The inventory file can different extensions like .yaml or .ini. You can leverage ansible-inventory command to check the format of the file.

ansible-inventory -i inventory.yaml --list

It is recommended to create an ansible.cfg file in the root directory of the project to avoid specifying the inventory file every time.

# ansible.cfg

[defaults]
inventory = inventory.yaml

Now we can verify the inventory using ansible-inventory --list.

Any host we mention in the inventory file will at least be a part of 2 groups, even if we don't explicitly create them: all and ungrouped. If we put a host in a group, then it will belong to that group along with the all group.

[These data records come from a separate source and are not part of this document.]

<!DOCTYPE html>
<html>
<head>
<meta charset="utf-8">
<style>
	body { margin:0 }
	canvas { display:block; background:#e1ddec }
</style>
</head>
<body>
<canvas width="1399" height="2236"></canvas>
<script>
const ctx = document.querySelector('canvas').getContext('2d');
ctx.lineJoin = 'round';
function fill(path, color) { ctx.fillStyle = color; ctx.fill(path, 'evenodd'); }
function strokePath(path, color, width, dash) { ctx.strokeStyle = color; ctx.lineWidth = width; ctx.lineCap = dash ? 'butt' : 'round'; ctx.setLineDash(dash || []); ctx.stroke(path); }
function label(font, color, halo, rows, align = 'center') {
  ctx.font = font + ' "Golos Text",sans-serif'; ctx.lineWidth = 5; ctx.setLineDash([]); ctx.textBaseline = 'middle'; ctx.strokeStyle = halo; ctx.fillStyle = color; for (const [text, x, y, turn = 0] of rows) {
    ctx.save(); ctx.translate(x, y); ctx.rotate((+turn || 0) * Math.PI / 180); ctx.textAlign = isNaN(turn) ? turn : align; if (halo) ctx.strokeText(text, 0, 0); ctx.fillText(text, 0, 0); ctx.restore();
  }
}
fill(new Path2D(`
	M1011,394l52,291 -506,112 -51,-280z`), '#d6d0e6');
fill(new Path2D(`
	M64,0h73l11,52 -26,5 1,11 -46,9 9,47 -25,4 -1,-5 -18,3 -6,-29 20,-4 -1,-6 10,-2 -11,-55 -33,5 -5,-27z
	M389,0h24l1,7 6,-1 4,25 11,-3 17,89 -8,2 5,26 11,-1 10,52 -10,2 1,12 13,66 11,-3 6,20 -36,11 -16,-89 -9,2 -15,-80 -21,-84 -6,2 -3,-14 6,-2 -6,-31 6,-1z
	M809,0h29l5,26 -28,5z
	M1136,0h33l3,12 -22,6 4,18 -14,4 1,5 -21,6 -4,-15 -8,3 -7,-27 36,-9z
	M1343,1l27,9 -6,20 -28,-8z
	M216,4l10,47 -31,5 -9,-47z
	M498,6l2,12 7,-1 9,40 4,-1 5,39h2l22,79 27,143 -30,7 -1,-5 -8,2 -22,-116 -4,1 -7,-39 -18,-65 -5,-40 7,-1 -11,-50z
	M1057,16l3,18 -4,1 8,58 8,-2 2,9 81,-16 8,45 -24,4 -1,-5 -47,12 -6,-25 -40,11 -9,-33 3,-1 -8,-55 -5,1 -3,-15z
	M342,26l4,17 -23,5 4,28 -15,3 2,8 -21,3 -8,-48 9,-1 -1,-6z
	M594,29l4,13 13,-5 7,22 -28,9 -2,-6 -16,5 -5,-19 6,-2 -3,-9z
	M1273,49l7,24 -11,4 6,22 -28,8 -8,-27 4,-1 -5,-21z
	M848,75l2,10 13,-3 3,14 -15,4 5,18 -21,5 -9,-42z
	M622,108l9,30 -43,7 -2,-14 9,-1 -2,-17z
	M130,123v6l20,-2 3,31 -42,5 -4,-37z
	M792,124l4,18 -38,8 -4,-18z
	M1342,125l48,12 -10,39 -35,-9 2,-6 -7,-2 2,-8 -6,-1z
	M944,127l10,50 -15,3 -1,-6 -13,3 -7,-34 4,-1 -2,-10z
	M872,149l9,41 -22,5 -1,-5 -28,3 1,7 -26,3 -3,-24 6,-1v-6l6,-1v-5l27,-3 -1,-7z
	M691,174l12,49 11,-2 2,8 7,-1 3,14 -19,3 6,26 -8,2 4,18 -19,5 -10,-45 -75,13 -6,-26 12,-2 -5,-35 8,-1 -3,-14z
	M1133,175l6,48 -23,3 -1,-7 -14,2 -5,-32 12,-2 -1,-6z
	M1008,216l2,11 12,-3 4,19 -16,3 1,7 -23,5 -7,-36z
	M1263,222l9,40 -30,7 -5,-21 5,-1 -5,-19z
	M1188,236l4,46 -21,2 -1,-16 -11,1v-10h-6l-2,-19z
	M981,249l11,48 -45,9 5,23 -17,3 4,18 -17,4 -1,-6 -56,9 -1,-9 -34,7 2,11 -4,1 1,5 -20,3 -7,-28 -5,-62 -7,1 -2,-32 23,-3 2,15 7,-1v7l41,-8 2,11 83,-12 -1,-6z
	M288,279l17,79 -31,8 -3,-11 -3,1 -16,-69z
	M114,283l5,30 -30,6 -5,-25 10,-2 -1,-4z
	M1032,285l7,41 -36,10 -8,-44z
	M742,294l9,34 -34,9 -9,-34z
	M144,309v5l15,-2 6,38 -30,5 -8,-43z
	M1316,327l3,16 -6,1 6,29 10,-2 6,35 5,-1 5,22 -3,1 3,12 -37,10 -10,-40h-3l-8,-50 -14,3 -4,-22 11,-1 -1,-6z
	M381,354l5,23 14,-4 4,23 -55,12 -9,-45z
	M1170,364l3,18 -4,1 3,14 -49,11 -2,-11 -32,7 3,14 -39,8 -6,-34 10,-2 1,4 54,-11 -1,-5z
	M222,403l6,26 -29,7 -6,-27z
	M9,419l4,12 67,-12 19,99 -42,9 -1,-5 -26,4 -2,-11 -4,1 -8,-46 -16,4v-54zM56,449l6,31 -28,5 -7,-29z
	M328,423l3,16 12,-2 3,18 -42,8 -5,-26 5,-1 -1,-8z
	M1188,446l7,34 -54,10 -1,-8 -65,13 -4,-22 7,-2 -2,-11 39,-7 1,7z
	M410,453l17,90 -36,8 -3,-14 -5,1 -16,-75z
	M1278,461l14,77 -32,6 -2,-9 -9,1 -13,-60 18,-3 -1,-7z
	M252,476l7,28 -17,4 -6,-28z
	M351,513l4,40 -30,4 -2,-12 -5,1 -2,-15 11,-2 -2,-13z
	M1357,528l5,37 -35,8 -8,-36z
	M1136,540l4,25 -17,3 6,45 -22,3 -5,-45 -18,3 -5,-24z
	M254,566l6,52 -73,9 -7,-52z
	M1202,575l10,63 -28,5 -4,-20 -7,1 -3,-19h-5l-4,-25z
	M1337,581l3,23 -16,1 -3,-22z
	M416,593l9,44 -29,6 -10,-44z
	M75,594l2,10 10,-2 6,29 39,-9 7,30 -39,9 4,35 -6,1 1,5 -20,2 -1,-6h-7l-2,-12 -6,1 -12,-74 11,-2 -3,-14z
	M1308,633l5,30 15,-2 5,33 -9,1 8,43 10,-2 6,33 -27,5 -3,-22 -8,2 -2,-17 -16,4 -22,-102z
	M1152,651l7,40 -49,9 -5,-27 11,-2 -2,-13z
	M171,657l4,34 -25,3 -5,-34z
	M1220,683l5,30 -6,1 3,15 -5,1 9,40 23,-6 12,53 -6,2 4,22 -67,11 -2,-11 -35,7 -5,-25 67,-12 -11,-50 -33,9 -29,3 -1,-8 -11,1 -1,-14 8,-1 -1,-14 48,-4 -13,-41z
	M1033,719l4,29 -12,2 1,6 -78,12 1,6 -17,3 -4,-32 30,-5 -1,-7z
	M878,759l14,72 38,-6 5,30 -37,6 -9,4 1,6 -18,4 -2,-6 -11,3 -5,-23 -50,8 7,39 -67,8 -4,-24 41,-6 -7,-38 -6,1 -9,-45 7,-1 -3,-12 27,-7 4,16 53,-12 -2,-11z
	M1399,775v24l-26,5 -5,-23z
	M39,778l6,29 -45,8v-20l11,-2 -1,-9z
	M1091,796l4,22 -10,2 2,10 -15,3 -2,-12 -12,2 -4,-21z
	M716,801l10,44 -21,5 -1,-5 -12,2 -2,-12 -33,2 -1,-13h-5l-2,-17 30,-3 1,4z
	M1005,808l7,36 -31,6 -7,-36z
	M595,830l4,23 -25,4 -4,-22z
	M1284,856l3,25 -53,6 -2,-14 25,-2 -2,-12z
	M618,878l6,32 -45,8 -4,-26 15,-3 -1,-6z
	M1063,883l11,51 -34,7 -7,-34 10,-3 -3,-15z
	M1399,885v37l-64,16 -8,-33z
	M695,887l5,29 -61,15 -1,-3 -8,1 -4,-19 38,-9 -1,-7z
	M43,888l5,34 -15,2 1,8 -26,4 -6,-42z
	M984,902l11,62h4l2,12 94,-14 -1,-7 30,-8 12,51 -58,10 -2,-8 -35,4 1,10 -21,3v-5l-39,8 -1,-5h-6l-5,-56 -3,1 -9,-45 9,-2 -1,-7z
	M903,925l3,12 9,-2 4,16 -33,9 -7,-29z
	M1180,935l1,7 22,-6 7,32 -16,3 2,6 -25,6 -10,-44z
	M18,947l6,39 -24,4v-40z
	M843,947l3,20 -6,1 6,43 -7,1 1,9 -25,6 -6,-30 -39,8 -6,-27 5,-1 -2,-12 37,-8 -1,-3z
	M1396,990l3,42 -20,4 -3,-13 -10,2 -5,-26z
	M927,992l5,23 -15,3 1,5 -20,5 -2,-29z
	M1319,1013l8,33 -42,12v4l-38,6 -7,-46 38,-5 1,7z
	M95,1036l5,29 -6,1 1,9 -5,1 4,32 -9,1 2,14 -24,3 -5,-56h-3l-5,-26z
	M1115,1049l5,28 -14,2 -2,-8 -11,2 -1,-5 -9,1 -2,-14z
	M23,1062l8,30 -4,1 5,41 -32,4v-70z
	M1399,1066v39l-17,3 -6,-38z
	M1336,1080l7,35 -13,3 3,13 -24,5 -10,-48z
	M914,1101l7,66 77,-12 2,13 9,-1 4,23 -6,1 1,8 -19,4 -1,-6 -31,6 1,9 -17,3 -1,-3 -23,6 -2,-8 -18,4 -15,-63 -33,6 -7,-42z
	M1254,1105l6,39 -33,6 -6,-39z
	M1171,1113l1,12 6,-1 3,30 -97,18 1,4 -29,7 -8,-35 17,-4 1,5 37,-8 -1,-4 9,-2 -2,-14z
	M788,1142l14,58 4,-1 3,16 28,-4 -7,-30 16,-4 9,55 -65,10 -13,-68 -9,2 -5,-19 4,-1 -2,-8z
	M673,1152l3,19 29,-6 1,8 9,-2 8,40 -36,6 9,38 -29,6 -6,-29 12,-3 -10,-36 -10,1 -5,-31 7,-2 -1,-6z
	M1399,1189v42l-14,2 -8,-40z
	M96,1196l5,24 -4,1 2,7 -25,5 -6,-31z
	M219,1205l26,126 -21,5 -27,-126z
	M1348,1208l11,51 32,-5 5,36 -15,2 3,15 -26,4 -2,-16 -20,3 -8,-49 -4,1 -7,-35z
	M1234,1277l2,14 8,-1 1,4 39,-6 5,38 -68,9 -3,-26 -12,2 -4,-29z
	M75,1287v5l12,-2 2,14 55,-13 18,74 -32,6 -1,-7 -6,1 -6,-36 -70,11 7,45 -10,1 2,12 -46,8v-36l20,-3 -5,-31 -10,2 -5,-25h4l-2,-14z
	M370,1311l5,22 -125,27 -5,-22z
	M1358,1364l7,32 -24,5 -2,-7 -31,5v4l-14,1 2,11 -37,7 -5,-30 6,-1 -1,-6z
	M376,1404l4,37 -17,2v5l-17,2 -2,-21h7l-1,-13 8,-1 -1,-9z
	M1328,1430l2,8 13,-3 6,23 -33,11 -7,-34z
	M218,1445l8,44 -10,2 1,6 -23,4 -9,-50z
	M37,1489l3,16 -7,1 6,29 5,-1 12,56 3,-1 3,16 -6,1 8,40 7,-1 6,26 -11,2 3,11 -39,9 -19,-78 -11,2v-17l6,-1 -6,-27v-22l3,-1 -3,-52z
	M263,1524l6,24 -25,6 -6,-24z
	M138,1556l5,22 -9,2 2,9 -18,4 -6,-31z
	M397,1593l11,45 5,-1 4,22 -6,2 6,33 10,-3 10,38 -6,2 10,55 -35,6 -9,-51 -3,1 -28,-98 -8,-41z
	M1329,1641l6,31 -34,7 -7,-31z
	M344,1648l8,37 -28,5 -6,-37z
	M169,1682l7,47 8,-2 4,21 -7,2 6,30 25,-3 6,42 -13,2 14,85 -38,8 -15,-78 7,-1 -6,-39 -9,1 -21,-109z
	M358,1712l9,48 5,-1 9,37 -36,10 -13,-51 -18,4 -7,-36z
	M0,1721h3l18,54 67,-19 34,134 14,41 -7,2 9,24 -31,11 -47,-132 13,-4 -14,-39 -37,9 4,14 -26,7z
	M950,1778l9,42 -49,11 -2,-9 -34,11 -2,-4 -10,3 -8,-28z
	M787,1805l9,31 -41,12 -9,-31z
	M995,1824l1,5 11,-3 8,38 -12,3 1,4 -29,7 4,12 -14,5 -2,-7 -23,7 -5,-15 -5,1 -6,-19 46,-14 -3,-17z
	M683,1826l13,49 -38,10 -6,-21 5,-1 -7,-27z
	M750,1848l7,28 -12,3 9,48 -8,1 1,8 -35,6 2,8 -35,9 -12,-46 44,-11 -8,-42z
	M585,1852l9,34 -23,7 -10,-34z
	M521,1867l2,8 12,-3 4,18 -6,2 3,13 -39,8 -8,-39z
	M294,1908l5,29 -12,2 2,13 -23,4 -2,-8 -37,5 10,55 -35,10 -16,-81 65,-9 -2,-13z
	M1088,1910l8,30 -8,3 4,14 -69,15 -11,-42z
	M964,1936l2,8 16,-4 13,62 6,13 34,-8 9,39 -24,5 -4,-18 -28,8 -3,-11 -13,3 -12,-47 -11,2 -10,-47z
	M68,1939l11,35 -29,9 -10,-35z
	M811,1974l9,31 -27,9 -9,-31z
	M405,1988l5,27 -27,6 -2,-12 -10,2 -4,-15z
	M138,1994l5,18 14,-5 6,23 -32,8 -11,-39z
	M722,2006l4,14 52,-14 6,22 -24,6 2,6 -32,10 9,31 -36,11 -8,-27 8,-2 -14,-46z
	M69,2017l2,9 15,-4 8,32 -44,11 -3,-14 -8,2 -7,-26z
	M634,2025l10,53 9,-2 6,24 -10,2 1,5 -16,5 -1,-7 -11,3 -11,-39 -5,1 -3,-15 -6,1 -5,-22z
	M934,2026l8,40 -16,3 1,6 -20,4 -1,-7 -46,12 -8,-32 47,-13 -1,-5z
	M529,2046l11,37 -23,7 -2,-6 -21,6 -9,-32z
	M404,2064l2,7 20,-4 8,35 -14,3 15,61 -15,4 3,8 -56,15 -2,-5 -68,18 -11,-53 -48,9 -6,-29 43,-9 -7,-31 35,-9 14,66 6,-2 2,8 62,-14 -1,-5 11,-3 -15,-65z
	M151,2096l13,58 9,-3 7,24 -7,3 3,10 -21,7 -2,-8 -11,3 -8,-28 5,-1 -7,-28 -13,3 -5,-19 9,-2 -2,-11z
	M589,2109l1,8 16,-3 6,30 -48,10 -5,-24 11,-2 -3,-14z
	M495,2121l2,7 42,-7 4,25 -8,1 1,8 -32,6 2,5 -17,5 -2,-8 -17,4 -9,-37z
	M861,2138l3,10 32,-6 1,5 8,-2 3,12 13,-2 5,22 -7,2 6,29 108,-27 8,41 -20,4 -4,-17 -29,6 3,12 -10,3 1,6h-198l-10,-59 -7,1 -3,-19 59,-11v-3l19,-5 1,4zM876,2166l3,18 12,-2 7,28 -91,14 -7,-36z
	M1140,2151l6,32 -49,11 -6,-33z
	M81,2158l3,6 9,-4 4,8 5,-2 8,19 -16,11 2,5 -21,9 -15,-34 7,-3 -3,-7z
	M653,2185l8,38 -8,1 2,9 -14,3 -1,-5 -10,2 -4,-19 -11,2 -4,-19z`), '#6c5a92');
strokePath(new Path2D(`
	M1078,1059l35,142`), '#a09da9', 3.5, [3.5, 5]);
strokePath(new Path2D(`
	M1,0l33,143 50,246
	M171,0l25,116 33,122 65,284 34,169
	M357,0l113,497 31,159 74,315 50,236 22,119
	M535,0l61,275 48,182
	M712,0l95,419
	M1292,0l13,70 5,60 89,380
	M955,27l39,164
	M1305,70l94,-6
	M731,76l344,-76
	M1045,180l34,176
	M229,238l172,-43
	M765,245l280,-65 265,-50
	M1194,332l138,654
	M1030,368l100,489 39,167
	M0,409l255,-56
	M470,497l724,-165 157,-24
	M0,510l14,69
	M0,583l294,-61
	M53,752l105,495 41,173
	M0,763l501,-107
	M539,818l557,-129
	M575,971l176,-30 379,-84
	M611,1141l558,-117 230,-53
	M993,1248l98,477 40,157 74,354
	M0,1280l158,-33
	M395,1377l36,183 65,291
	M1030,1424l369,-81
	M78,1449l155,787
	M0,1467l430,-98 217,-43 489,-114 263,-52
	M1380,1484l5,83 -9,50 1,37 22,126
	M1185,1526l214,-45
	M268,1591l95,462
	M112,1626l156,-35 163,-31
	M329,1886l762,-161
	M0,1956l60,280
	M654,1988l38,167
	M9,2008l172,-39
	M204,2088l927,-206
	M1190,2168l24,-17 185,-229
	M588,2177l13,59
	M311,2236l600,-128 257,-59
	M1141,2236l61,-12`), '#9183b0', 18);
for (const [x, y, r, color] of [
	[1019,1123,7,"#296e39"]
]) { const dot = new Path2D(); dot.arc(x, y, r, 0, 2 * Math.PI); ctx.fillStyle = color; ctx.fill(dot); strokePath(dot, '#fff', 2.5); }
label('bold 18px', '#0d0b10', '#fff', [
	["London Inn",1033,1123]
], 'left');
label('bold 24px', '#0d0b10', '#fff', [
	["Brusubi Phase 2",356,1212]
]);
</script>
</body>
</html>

For instance, consider the following sample.

all:
  hosts:
    localhost:
      ansible_connection: local

If we print the graph of the inventory using ansible-inventory --graph, we get the following.

ansible-inventory --graph

@all:
  |--@ungrouped:
  |  |--localhost

As we can see, it belongs to both, ungrouped as well as all groups.

Of course, we can ping the host using ansible and that way we can verify if the host is accessible.

ansible all -m ping

# [WARNING]: Platform linux on host localhost is using the discovered Python interpreter at /usr/bin/python3.12, but future installation of another Python interpreter could change the meaning of that path. See https://docs.ansible.com/ansible-core/2.17/reference_appendices/interpreter_discovery.html for more information.
localhost | SUCCESS => {
    "ansible_facts": {
        "discovered_interpreter_python": "/usr/bin/python3.12"
    },
    "changed": false,
    "ping": "pong"
}

We can see the output which confirms that this host is reachable.

The warning we get is because we are missing the info about interpreter (the python interpreter) in the ansible.cfg file.